Clinical, Virtual Pathways Likely the New Future of TBI Care
Following a lengthy session on TBI at the 2016 Military Health System Research Symposium, Capt. Todd Jaszewski laid bare the Army's funding approach in clear, plain language.
"We're looking for potential," said Jaszewski, currently aligned with the U.S. Army Medical Research and Materiel Command's Combat Casualty Care Research Program, "but we also need to see a good amount of technological progression as well."

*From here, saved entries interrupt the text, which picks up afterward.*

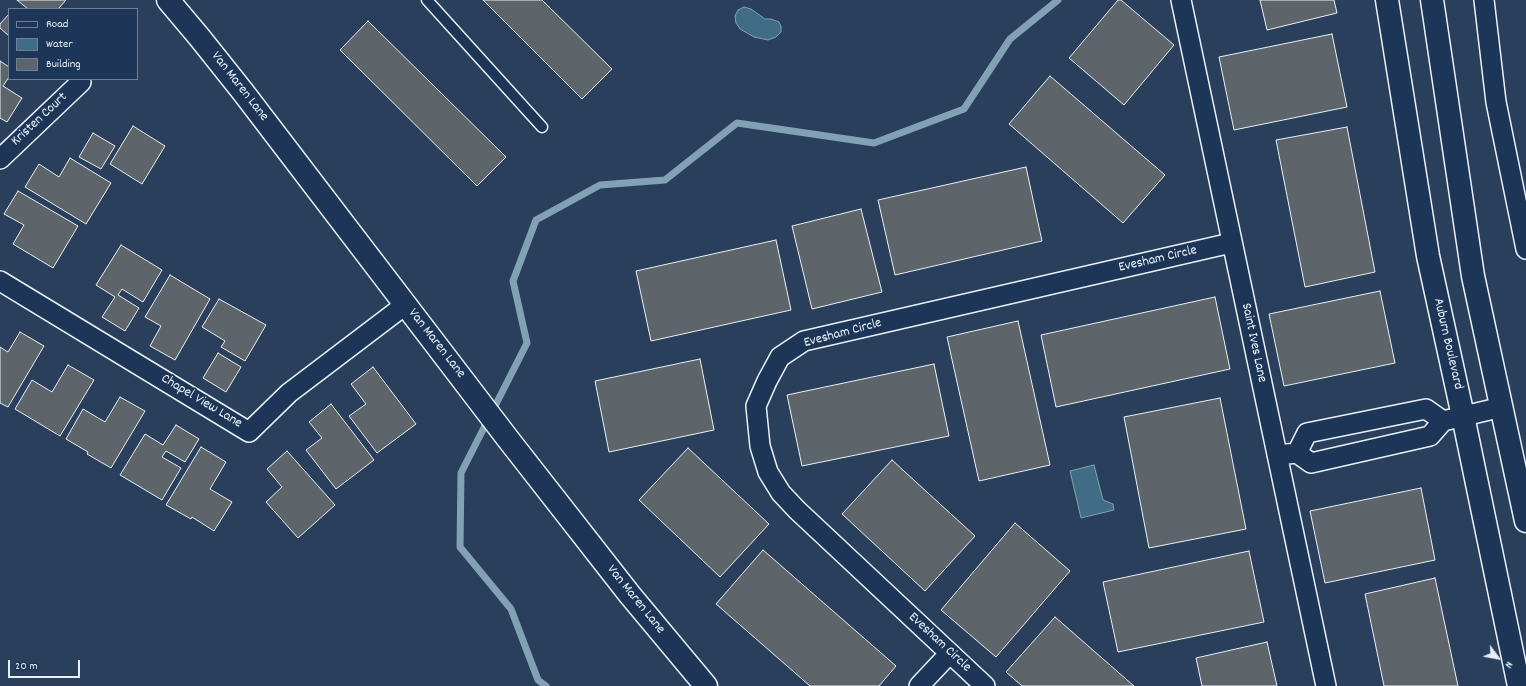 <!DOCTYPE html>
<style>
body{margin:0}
#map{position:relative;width:1526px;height:686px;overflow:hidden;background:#2a3f5b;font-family:Dekko,sans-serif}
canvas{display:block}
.legend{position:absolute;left:8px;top:8px;width:130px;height:72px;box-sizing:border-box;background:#1d3557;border:1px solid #6e8097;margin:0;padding:5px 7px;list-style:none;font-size:12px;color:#e8f1f8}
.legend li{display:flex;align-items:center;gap:8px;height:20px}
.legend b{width:20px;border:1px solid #6e8097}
.north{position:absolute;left:1478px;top:638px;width:40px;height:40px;-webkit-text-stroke:3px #1d3557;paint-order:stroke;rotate:122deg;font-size:11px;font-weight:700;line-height:16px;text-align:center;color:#e8f1f8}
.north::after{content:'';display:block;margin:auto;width:14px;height:18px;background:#e8f1f8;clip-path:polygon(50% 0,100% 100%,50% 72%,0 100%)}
.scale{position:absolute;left:8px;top:660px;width:72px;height:18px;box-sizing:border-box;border:2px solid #e8f1f8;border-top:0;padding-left:5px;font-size:12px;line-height:14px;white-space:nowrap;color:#e8f1f8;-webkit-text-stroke:3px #1d3557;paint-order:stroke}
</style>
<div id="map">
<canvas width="1526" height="686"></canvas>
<ul class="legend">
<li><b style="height:5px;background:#1d3557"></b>Road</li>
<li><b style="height:11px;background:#406c86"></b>Water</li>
<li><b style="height:11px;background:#5e656a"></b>Building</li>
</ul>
<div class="north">N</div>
<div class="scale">20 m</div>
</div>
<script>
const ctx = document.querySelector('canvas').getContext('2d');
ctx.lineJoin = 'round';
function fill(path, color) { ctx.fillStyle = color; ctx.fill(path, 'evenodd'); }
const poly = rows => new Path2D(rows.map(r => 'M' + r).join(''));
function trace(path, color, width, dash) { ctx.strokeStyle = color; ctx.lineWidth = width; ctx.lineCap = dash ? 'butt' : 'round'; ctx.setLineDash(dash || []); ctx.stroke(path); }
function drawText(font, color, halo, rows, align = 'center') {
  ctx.font = font + ' Dekko,sans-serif'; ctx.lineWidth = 3.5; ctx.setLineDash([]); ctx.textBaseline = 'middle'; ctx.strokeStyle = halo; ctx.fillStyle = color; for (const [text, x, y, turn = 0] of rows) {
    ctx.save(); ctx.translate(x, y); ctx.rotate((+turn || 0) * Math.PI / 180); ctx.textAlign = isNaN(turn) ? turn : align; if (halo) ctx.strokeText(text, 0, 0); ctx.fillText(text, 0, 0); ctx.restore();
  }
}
const water = poly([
 [744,7,751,9,765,19,771,19,779,22,781,26,781,32,776,37,768,40,754,37,740,29,736,23,735,16,738,10,744,7],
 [1094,465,1103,500,1113,504,1114,510,1081,518,1070,471,1094,465]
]);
const stream = poly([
 [546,686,538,680,511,609,460,547,461,473,527,343,513,281,536,220,600,185,665,180,737,123,874,143,964,109,1010,39,1058,0]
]);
const building = poly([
 [17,0,66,0,58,9,28,9,17,0],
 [483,0,542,0,612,69,582,99,483,0],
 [1118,0,1121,0,1174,45,1124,105,1069,58,1118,0],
 [1260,0,1334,0,1337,13,1267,30,1260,0],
 [9,14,9,36,0,28,0,24,9,14],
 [368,21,506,157,477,186,340,50,368,21],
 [1332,34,1347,107,1234,130,1219,57,1332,34],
 [0,61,9,67,9,77,3,86,22,98,7,122,0,118,0,61],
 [1050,76,1165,175,1123,223,1009,124,1050,76],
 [133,126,165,146,142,184,110,164,133,126],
 [1347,127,1375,272,1305,287,1276,140,1347,127],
 [93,133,115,146,101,169,79,157,93,133],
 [70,158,111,183,86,224,25,187,39,164,59,177,70,158],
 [1026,167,1042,241,895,275,878,200,1026,167],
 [18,191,78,226,53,268,13,244,24,225,4,214,18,191],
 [861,209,882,292,812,309,792,226,861,209],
 [776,240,791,310,651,341,636,271,776,240],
 [121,245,162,270,143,302,122,289,118,295,139,308,125,331,102,317,115,297,96,285,121,245],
 [170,275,210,299,175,360,150,346,161,326,145,317,170,275],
 [1380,291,1395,363,1284,386,1269,314,1380,291],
 [1215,297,1230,369,1056,407,1041,335,1215,297],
 [219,299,266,325,245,361,221,347,225,341,202,327,219,299],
 [1018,321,1050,465,979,481,947,337,1018,321],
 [20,332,44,346,8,407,0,403,0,347,8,352,20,332],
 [218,353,241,367,226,392,203,378,218,353],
 [700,359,714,430,609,452,595,381,700,359],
 [934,364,949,436,802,466,787,395,934,364],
 [68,365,94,380,60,436,15,409,32,380,52,392,68,365],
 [373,367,416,424,377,453,349,416,366,404,351,384,373,367],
 [120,397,145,411,111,468,87,454,88,452,66,439,83,409,105,422,120,397],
 [1220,398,1246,529,1149,548,1124,417,1220,398],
 [331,404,374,460,336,489,306,450,322,438,309,422,331,404],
 [176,425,199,439,185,462,166,451,162,457,181,468,162,500,120,475,145,434,163,445,176,425],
 [201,447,226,462,210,489,232,502,214,531,192,517,191,519,166,505,201,447],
 [688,448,769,524,720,577,639,500,688,448],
 [287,451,335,505,298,538,266,502,282,487,267,469,287,451],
 [892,460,975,536,925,591,842,514,892,460],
 [1421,488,1435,560,1325,583,1310,511,1421,488],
 [1015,523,1070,571,996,657,941,610,1015,523],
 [763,550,896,666,879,686,810,686,716,604,763,550],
 [1249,551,1264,622,1118,652,1103,582,1249,551],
 [1435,578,1458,686,1384,686,1365,594,1435,578],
 [1055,617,1134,686,1022,686,1006,672,1055,617],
 [1267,642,1277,686,1202,686,1196,658,1267,642]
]);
const service = poly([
 [427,0,542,127]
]);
const minor = poly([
 [1181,0,1326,686],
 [1484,0,1496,102,1526,249],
 [0,159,81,82],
 [0,281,249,432,289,393,405,305],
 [1297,453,1307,433,1426,409,1443,421],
 [1277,455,1297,453,1311,463,1430,436,1443,421,1502,407],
 [919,686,950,653],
 [985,686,797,510,781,493,768,472,760,446,756,406,767,381,780,357,804,341,1231,243]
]);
const secondary = poly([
 [168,0,200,38,243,92,508,439,630,595,706,686],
 [1387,0,1428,256,1463,416,1519,686],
 [1432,0,1473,276,1526,521]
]);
const streetNames = [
 ["Van Maren Lane",239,87,52],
 ["Kristen Court",40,120,-43],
 ["Evesham Circle",1158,260,-13],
 ["Evesham Circle",843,334,-15],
 ["Saint Ives Lane",1253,343,78],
 ["Van Maren Lane",436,344,52],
 ["Auburn Boulevard",1447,344,77],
 ["Chapel View Lane",201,402,31],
 ["Van Maren Lane",635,600,51],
 ["Evesham Circle",939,643,43]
];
fill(water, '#406c86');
trace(water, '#83a1b4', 1);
trace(stream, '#83a1b4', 7);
fill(building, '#5e656a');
trace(building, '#e8f1f8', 1);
trace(service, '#e8f1f8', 13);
trace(minor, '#e8f1f8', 22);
trace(secondary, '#e8f1f8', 25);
trace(service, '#1d3557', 10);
trace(minor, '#1d3557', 19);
trace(secondary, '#1d3557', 22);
drawText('14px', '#e8f1f8', '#1d3557', streetNames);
</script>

That difficult balancing act –the need to see both promise and results– was on full display during a session dedicated specifically to prehospital TBI care; one which featured potential emerging care options ranging from virtual reality devices to more aggressive observational techniques to the expanded use of ultrasound technology to spot pockets of cranial pressure in suspected TBI patients.
"We need to stay ahead of the curve when it comes to TBI care," said Tammy Crowder, PhD, Director of the CCCRP's Neurotrauma Portfolio and session moderator. "We need to stay at the leading edge of innovation."
That desire is shared by the DOD, which, after witnessing more than 347,000 cases of TBI across all service branches since 2000, has placed finding a method to quickly identify possible brain injuries at the top of their medical wish list.
"Bottom line, we're looking for something to fill a gap," said Jaszewski, "but we have to be calculating as well."
Yet the growing desire for a solution to an equally expanding problem also represents another balancing act. But while it is indeed impossible to rush the scientific process, there does exist a growing confidence within the military that a solution will be identified, developed, and deployed soon.
"That's what the U.S. military has always done," said Jaszewski. "We set goals and we accomplish them."
MHSRS is DOD's premier scientific annual meeting, which combines three previous conferences, including the former Advanced Technology Applications for Combat Casualty Care Conference; the Air Force Medical Service Medical Research Symposium; and the Navy Medicine Research Conference. By combining these conferences into one event, the meeting serves as a critical strategy session for leaders to set future milestones for the Department of Defense's deployment-related medical research programs, centered on the needs of the Warfighter.